Dans le ordre d’idées, M. Nouri explique également que “la hausse du coût de l’importation et de la production ainsi que celle des prix entraînent automatiquement une baisse du pouvoir d’achat du citoyen, et partant, une régression de l’investissement en Bourse…”.
D’ailleurs, “en dépit des indicateurs négatifs, le marché financier tunisien reste «limité», sa contribution au financement de l’économie ne dépassant pas les 5%, donc “son impact sur l’économie demeure faible”. Néanmoins, M. Nouri met en garde contre la prolifération des marchés de change parallèles, la vente du dinar sur le marché noir et la contrebande qui a causé d’énormes dégâts à l’économie nationale. “L’économie nationale est dirigée sans une véritable maîtrise des sciences économiques et en l’absence totale de diplomatie économique”, regrette-t-il.
Quant à Lilia Kamoun, analyste financière chez Tunisie valeurs, “la situation sécuritaire et politique (évènements de Chaambi, déclarations du dirigeant salafiste Abou Iadh), constitue les principales raisons de la chute rapide de l’indice Tunindex enregistré en début de semaine”, rapporte la TAP.
Elle affirme aussi que “les introductions successives en Bourse ont contribué également à cette régression”. Selon elle, “certains actionnaires en phase de levée de fonds vendent leurs actions pour financer les opérations d’acquisition d’actions dans les nouvelles entreprises cotées”.

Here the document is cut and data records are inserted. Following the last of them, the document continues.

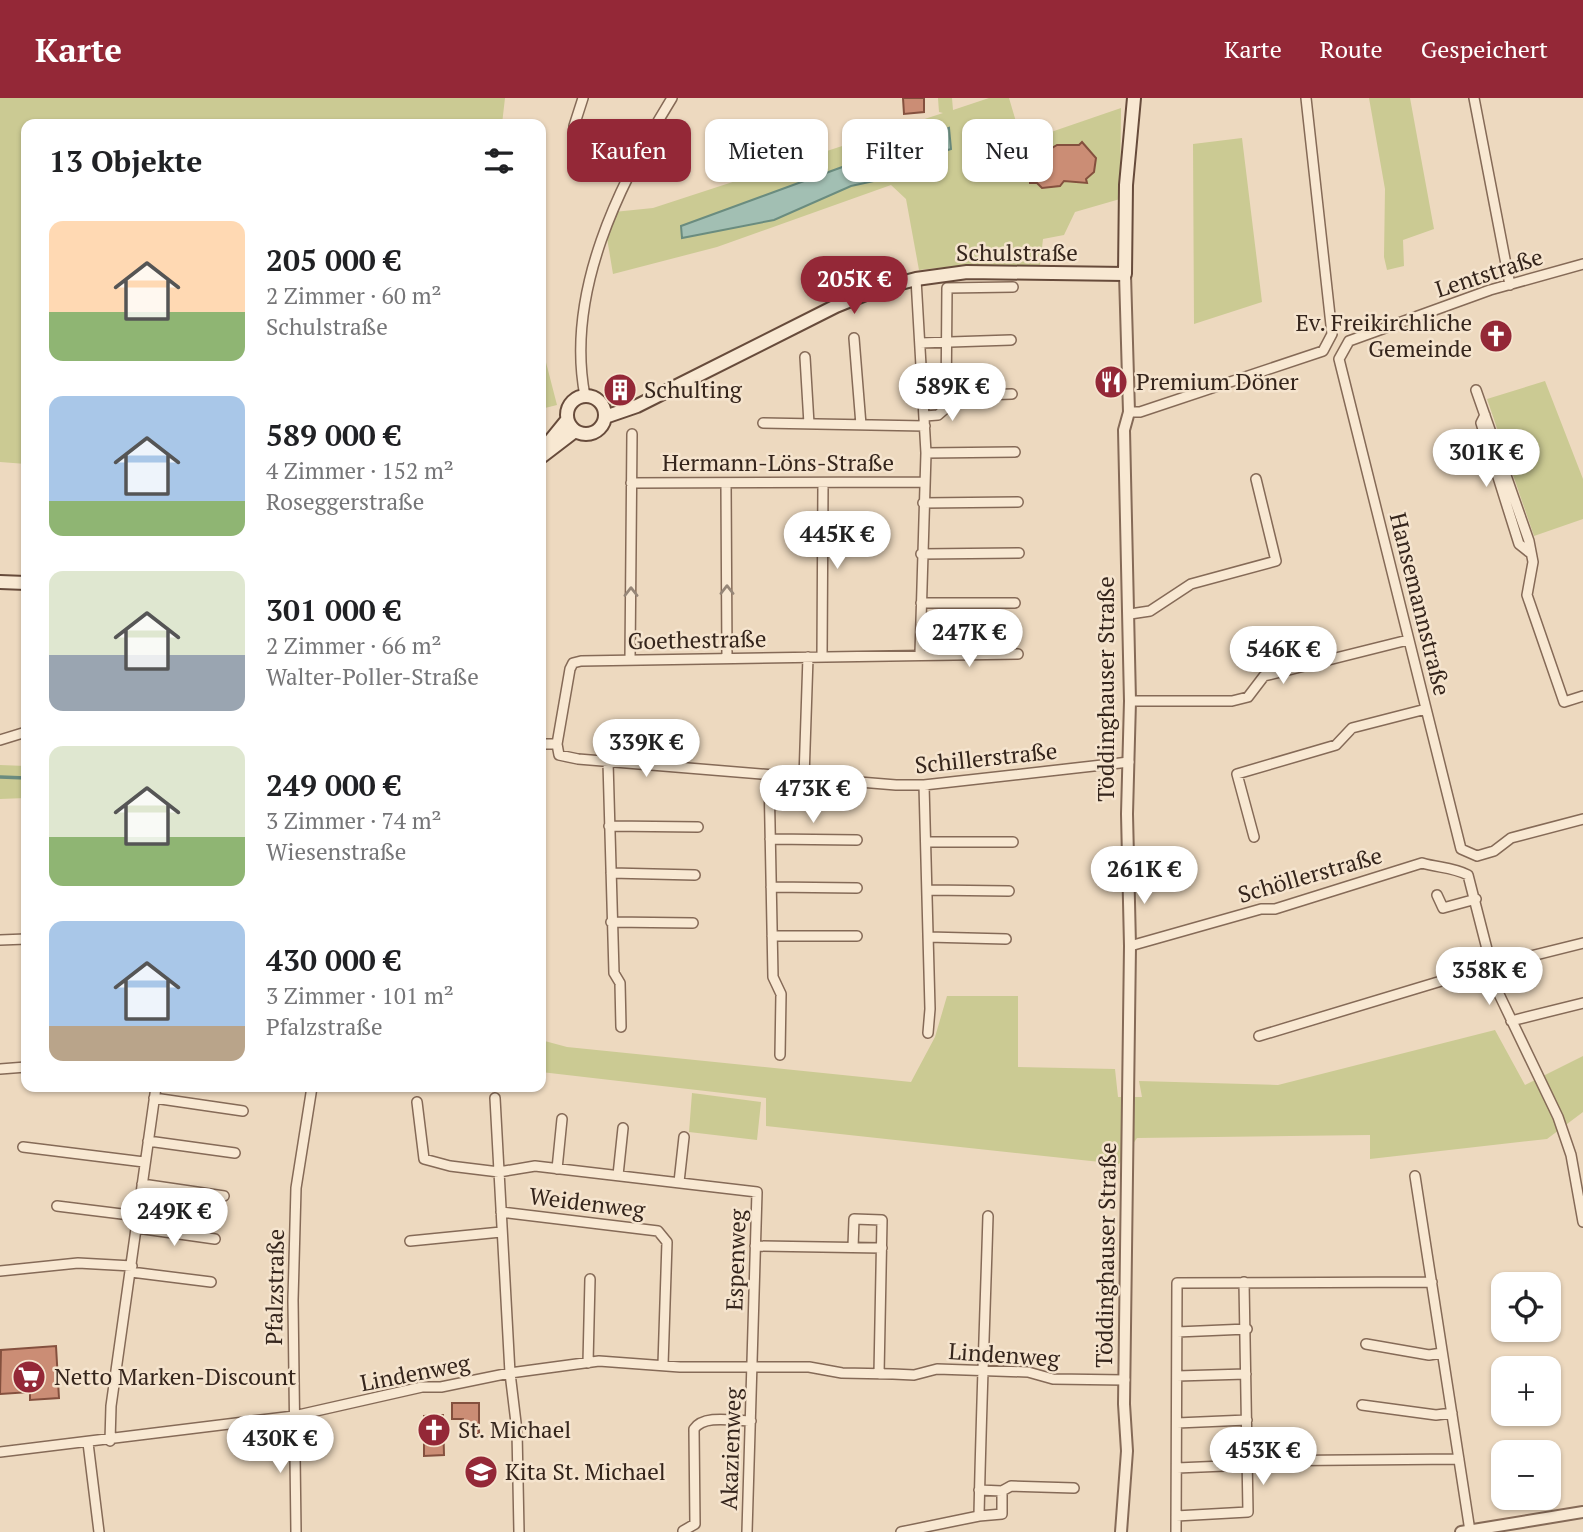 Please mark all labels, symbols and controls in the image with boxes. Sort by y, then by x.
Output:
text: Karte [35,28,122,71]
text: Karte [1224,33,1282,65]
text: Route [1320,33,1383,65]
text: Gespeichert [1421,33,1548,65]
chip: Kaufen [567,119,691,182]
chip: Mieten [705,119,828,182]
chip: Filter [842,119,948,182]
chip: Neu [962,119,1053,182]
text: 13 Objekte [49,141,202,181]
icon: filters [480,142,518,180]
street label: Schulstraße [956,237,1078,268]
text: 205 000 € [266,240,401,280]
street label: Lentstraße [1431,241,1547,305]
icon: home [105,249,189,333]
pin: 205K € [797,256,911,316]
text: 205K € [817,263,891,294]
text: 2 Zimmer · 60 m² [266,280,441,311]
place label: Ev. Freikirchliche Gemeinde [1295,307,1472,364]
text: Schulstraße [266,311,388,342]
church icon: Ev. Freikirchliche Gemeinde [1477,317,1515,355]
restaurant icon: Premium Döner [1092,363,1130,401]
pin: 589K € [895,364,1009,423]
place label: Premium Döner [1136,366,1299,397]
text: 589K € [915,370,989,401]
building icon: Schulting [601,371,639,409]
place label: Schulting [644,374,743,405]
text: 589 000 € [266,415,401,455]
icon: home [105,424,189,508]
pin: 301K € [1429,430,1543,489]
text: 301K € [1449,436,1523,467]
street label: Hermann-Löns-Straße [662,447,894,478]
text: 4 Zimmer · 152 m² [266,455,454,486]
text: Roseggerstraße [266,486,424,517]
street label: Hansemannstraße [1383,509,1458,699]
pin: 445K € [780,512,894,571]
text: 445K € [800,518,874,549]
street label: Töddinghauser Straße [1090,576,1121,802]
one-way arrow [719,584,735,595]
one-way arrow [623,586,639,596]
text: 301 000 € [266,590,401,630]
icon: home [105,599,189,683]
pin: 247K € [912,610,1026,669]
text: 247K € [932,616,1006,647]
street label: Goethestraße [627,623,767,656]
pin: 546K € [1226,626,1340,686]
text: 2 Zimmer · 66 m² [266,630,441,661]
text: 546K € [1246,633,1320,664]
text: Walter-Poller-Straße [266,661,479,692]
pin: 339K € [589,720,703,779]
text: 339K € [609,726,683,757]
street label: Schillerstraße [913,735,1059,780]
text: 249 000 € [266,765,401,805]
pin: 473K € [756,766,870,825]
text: 473K € [776,772,850,803]
icon: home [105,774,189,858]
text: 3 Zimmer · 74 m² [266,805,441,836]
text: Wiesenstraße [266,836,406,867]
street label: Schöllerstraße [1234,839,1386,910]
pin: 261K € [1087,846,1201,906]
text: 261K € [1107,853,1181,884]
text: 430 000 € [266,940,401,980]
pin: 358K € [1432,948,1546,1007]
icon: home [105,949,189,1033]
text: 358K € [1452,954,1526,985]
text: 3 Zimmer · 101 m² [266,980,454,1011]
text: Pfalzstraße [266,1011,383,1042]
street label: Töddinghauser Straße [1088,1142,1123,1368]
street label: Weidenweg [527,1180,648,1225]
pin: 249K € [117,1188,231,1248]
text: 249K € [137,1195,211,1226]
street label: Espenweg [718,1208,753,1311]
street label: Pfalzstraße [258,1228,291,1346]
map controls [1491,1272,1561,1510]
button: locate [1491,1272,1561,1342]
street label: Lindenweg [947,1335,1062,1374]
street label: Lindenweg [357,1346,473,1398]
button: + [1491,1356,1561,1426]
supermarket icon: Netto Marken-Discount [10,1358,48,1396]
place label: Netto Marken-Discount [54,1361,297,1392]
street label: Akazienweg [713,1386,748,1511]
church icon: St. Michael [415,1411,453,1449]
place label: St. Michael [458,1414,571,1445]
pin: 430K € [223,1416,337,1475]
text: 430K € [243,1422,317,1453]
pin: 453K € [1206,1428,1320,1487]
text: 453K € [1226,1434,1300,1465]
button: − [1491,1440,1561,1510]
school or university icon: Kita St. Michael [462,1453,500,1491]
place label: Kita St. Michael [505,1456,666,1487]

Les nouvelles introductions en cause
A l’instar de Fathi Nouri, Abdelkafi Fadhel, président du conseil d’administration de la Bourse de Tunis, pense que «la baisse de Tunindex n’est pas catastrophique et est liée au manque de confiance des investisseurs, vu la situation économique du pays, et à l’introduction de nouvelles sociétés». Selon lui, ce sont ces introductions qui ont provoqué une augmentation soudaine de l’offre, et de ce point de vue, “il faut un certain temps pour que le marché boursier puisse les digérer”, souligne-t-il.
Enfin, Radhi Meddeb, expert économique et chef d’entreprise, se passe des explications de la situation mais considère impératif d’apporter “des solutions à moyen terme et d’autres à long terme pour la reprise économique”.
Parmi les solutions à moyen terme, M. Meddeb appelle à rétablir la confiance, favoriser le consensus et la solidarité, sans oublier de promouvoir le rôle de l’entreprise et d’accélérer l’organisation des élections transparentes dans les délais annoncés. Et à long terme, le pays sera appelé à renforcer la compétitivité de son économie nationale, à mettre en place un nouveau modèle de développement social et durable fondé sur la promotion de l’initiative, de la valeur ajoutée et de la créativité.